## Task brief
Reproduce each entry below verbatim.

## Recorded data
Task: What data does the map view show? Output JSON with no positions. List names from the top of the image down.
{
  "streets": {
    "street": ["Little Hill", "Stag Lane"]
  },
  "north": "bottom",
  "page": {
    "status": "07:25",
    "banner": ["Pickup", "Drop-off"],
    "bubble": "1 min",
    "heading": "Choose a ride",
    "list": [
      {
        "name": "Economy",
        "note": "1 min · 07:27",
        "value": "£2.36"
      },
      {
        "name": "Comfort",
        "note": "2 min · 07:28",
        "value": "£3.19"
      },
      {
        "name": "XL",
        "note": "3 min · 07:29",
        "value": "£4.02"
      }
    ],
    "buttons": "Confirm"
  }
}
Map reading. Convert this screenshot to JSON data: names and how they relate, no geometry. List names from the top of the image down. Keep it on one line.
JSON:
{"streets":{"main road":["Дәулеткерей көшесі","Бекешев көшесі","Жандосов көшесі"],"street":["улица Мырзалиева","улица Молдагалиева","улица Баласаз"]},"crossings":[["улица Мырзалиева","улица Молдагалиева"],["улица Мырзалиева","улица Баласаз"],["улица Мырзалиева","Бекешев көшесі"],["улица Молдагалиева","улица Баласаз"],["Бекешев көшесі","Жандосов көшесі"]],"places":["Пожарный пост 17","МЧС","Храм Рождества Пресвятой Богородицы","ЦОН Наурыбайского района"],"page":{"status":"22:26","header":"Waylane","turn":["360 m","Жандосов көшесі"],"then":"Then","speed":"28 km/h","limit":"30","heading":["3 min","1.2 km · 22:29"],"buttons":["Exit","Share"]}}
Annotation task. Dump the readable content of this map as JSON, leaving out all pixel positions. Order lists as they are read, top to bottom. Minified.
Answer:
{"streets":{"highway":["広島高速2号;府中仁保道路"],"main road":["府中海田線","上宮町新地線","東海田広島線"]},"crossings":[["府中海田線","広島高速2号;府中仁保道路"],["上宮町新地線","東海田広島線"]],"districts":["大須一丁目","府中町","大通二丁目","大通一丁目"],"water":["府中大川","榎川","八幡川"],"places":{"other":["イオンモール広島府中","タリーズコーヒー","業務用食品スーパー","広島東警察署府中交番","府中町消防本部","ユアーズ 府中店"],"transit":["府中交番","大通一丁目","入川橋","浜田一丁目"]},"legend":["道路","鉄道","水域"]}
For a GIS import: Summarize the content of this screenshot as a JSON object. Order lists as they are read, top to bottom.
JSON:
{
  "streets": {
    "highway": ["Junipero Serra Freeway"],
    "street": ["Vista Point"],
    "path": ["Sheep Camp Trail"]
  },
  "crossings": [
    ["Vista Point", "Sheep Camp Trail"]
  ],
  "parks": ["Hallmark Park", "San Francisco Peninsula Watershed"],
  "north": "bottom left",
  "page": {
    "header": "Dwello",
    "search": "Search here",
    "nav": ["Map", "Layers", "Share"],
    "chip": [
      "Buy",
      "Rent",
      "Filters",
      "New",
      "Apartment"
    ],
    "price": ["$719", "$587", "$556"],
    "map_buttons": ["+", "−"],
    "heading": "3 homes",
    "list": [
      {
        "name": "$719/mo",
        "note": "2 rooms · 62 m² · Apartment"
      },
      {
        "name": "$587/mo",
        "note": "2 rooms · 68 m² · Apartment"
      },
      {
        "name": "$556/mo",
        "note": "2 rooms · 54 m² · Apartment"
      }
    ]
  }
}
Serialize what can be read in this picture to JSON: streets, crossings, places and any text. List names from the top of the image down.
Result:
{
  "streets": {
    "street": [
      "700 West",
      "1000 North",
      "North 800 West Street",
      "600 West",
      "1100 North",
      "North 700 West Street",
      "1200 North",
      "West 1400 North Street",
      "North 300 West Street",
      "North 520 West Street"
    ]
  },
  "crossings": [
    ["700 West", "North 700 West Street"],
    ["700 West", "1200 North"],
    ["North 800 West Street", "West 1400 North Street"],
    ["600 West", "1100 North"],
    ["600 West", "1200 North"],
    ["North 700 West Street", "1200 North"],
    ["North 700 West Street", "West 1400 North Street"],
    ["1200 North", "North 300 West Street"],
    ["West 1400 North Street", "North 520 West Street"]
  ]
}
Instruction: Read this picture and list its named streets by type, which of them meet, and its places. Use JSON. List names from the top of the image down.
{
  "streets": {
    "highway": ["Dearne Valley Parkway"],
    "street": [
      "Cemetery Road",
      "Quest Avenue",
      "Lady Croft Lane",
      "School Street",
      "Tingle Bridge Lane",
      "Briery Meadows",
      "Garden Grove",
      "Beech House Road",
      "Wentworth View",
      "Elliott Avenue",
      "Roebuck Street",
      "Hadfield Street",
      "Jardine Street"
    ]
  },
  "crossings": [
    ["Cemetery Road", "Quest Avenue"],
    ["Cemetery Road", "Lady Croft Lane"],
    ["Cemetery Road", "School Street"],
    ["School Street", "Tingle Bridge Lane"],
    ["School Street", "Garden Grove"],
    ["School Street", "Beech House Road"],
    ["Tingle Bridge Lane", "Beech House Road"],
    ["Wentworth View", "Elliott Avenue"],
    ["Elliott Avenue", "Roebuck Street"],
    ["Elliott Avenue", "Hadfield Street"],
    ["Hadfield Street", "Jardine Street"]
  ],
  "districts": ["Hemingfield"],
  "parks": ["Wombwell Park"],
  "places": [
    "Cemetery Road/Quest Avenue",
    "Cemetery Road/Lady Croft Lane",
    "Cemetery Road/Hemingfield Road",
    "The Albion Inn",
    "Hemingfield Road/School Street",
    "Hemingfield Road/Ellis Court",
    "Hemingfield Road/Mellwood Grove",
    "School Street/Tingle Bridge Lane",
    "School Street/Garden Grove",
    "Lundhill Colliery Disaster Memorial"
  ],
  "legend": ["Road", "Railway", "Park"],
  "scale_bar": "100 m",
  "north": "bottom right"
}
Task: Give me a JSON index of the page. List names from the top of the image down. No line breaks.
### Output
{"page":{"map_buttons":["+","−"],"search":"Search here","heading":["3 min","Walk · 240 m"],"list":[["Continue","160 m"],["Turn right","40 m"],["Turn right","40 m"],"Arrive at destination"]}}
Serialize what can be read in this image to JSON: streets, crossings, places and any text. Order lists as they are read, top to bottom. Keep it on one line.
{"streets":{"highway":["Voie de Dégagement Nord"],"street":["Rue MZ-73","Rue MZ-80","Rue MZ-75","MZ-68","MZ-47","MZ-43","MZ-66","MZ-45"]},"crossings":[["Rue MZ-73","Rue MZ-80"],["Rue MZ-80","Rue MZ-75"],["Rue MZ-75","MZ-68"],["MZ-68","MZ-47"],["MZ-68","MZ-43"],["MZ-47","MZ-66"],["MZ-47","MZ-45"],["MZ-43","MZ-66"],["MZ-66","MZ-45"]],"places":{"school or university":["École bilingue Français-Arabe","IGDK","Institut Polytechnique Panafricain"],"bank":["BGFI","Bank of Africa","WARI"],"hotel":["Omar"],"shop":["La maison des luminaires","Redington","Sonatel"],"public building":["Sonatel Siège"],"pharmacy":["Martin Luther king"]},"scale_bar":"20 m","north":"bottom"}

## Response to the exercise
Task: What data does the map view show? Output JSON with no positions. List names from the top of the image down.
{
  "streets": {
    "street": ["Little Hill", "Stag Lane"]
  },
  "north": "bottom",
  "page": {
    "status": "07:25",
    "banner": ["Pickup", "Drop-off"],
    "bubble": "1 min",
    "heading": "Choose a ride",
    "list": [
      {
        "name": "Economy",
        "note": "1 min · 07:27",
        "value": "£2.36"
      },
      {
        "name": "Comfort",
        "note": "2 min · 07:28",
        "value": "£3.19"
      },
      {
        "name": "XL",
        "note": "3 min · 07:29",
        "value": "£4.02"
      }
    ],
    "buttons": "Confirm"
  }
}
Map reading. Convert this screenshot to JSON data: names and how they relate, no geometry. List names from the top of the image down. Keep it on one line.
JSON:
{"streets":{"main road":["Дәулеткерей көшесі","Бекешев көшесі","Жандосов көшесі"],"street":["улица Мырзалиева","улица Молдагалиева","улица Баласаз"]},"crossings":[["улица Мырзалиева","улица Молдагалиева"],["улица Мырзалиева","улица Баласаз"],["улица Мырзалиева","Бекешев көшесі"],["улица Молдагалиева","улица Баласаз"],["Бекешев көшесі","Жандосов көшесі"]],"places":["Пожарный пост 17","МЧС","Храм Рождества Пресвятой Богородицы","ЦОН Наурыбайского района"],"page":{"status":"22:26","header":"Waylane","turn":["360 m","Жандосов көшесі"],"then":"Then","speed":"28 km/h","limit":"30","heading":["3 min","1.2 km · 22:29"],"buttons":["Exit","Share"]}}
Annotation task. Dump the readable content of this map as JSON, leaving out all pixel positions. Order lists as they are read, top to bottom. Minified.
Answer:
{"streets":{"highway":["広島高速2号;府中仁保道路"],"main road":["府中海田線","上宮町新地線","東海田広島線"]},"crossings":[["府中海田線","広島高速2号;府中仁保道路"],["上宮町新地線","東海田広島線"]],"districts":["大須一丁目","府中町","大通二丁目","大通一丁目"],"water":["府中大川","榎川","八幡川"],"places":{"other":["イオンモール広島府中","タリーズコーヒー","業務用食品スーパー","広島東警察署府中交番","府中町消防本部","ユアーズ 府中店"],"transit":["府中交番","大通一丁目","入川橋","浜田一丁目"]},"legend":["道路","鉄道","水域"]}
For a GIS import: Summarize the content of this screenshot as a JSON object. Order lists as they are read, top to bottom.
JSON:
{
  "streets": {
    "highway": ["Junipero Serra Freeway"],
    "street": ["Vista Point"],
    "path": ["Sheep Camp Trail"]
  },
  "crossings": [
    ["Vista Point", "Sheep Camp Trail"]
  ],
  "parks": ["Hallmark Park", "San Francisco Peninsula Watershed"],
  "north": "bottom left",
  "page": {
    "header": "Dwello",
    "search": "Search here",
    "nav": ["Map", "Layers", "Share"],
    "chip": [
      "Buy",
      "Rent",
      "Filters",
      "New",
      "Apartment"
    ],
    "price": ["$719", "$587", "$556"],
    "map_buttons": ["+", "−"],
    "heading": "3 homes",
    "list": [
      {
        "name": "$719/mo",
        "note": "2 rooms · 62 m² · Apartment"
      },
      {
        "name": "$587/mo",
        "note": "2 rooms · 68 m² · Apartment"
      },
      {
        "name": "$556/mo",
        "note": "2 rooms · 54 m² · Apartment"
      }
    ]
  }
}
Serialize what can be read in this picture to JSON: streets, crossings, places and any text. List names from the top of the image down.
Result:
{
  "streets": {
    "street": [
      "700 West",
      "1000 North",
      "North 800 West Street",
      "600 West",
      "1100 North",
      "North 700 West Street",
      "1200 North",
      "West 1400 North Street",
      "North 300 West Street",
      "North 520 West Street"
    ]
  },
  "crossings": [
    ["700 West", "North 700 West Street"],
    ["700 West", "1200 North"],
    ["North 800 West Street", "West 1400 North Street"],
    ["600 West", "1100 North"],
    ["600 West", "1200 North"],
    ["North 700 West Street", "1200 North"],
    ["North 700 West Street", "West 1400 North Street"],
    ["1200 North", "North 300 West Street"],
    ["West 1400 North Street", "North 520 West Street"]
  ]
}
Instruction: Read this picture and list its named streets by type, which of them meet, and its places. Use JSON. List names from the top of the image down.
{
  "streets": {
    "highway": ["Dearne Valley Parkway"],
    "street": [
      "Cemetery Road",
      "Quest Avenue",
      "Lady Croft Lane",
      "School Street",
      "Tingle Bridge Lane",
      "Briery Meadows",
      "Garden Grove",
      "Beech House Road",
      "Wentworth View",
      "Elliott Avenue",
      "Roebuck Street",
      "Hadfield Street",
      "Jardine Street"
    ]
  },
  "crossings": [
    ["Cemetery Road", "Quest Avenue"],
    ["Cemetery Road", "Lady Croft Lane"],
    ["Cemetery Road", "School Street"],
    ["School Street", "Tingle Bridge Lane"],
    ["School Street", "Garden Grove"],
    ["School Street", "Beech House Road"],
    ["Tingle Bridge Lane", "Beech House Road"],
    ["Wentworth View", "Elliott Avenue"],
    ["Elliott Avenue", "Roebuck Street"],
    ["Elliott Avenue", "Hadfield Street"],
    ["Hadfield Street", "Jardine Street"]
  ],
  "districts": ["Hemingfield"],
  "parks": ["Wombwell Park"],
  "places": [
    "Cemetery Road/Quest Avenue",
    "Cemetery Road/Lady Croft Lane",
    "Cemetery Road/Hemingfield Road",
    "The Albion Inn",
    "Hemingfield Road/School Street",
    "Hemingfield Road/Ellis Court",
    "Hemingfield Road/Mellwood Grove",
    "School Street/Tingle Bridge Lane",
    "School Street/Garden Grove",
    "Lundhill Colliery Disaster Memorial"
  ],
  "legend": ["Road", "Railway", "Park"],
  "scale_bar": "100 m",
  "north": "bottom right"
}
Task: Give me a JSON index of the page. List names from the top of the image down. No line breaks.
### Output
{"page":{"map_buttons":["+","−"],"search":"Search here","heading":["3 min","Walk · 240 m"],"list":[["Continue","160 m"],["Turn right","40 m"],["Turn right","40 m"],"Arrive at destination"]}}
Serialize what can be read in this image to JSON: streets, crossings, places and any text. Order lists as they are read, top to bottom. Keep it on one line.
{"streets":{"highway":["Voie de Dégagement Nord"],"street":["Rue MZ-73","Rue MZ-80","Rue MZ-75","MZ-68","MZ-47","MZ-43","MZ-66","MZ-45"]},"crossings":[["Rue MZ-73","Rue MZ-80"],["Rue MZ-80","Rue MZ-75"],["Rue MZ-75","MZ-68"],["MZ-68","MZ-47"],["MZ-68","MZ-43"],["MZ-47","MZ-66"],["MZ-47","MZ-45"],["MZ-43","MZ-66"],["MZ-66","MZ-45"]],"places":{"school or university":["École bilingue Français-Arabe","IGDK","Institut Polytechnique Panafricain"],"bank":["BGFI","Bank of Africa","WARI"],"hotel":["Omar"],"shop":["La maison des luminaires","Redington","Sonatel"],"public building":["Sonatel Siège"],"pharmacy":["Martin Luther king"]},"scale_bar":"20 m","north":"bottom"}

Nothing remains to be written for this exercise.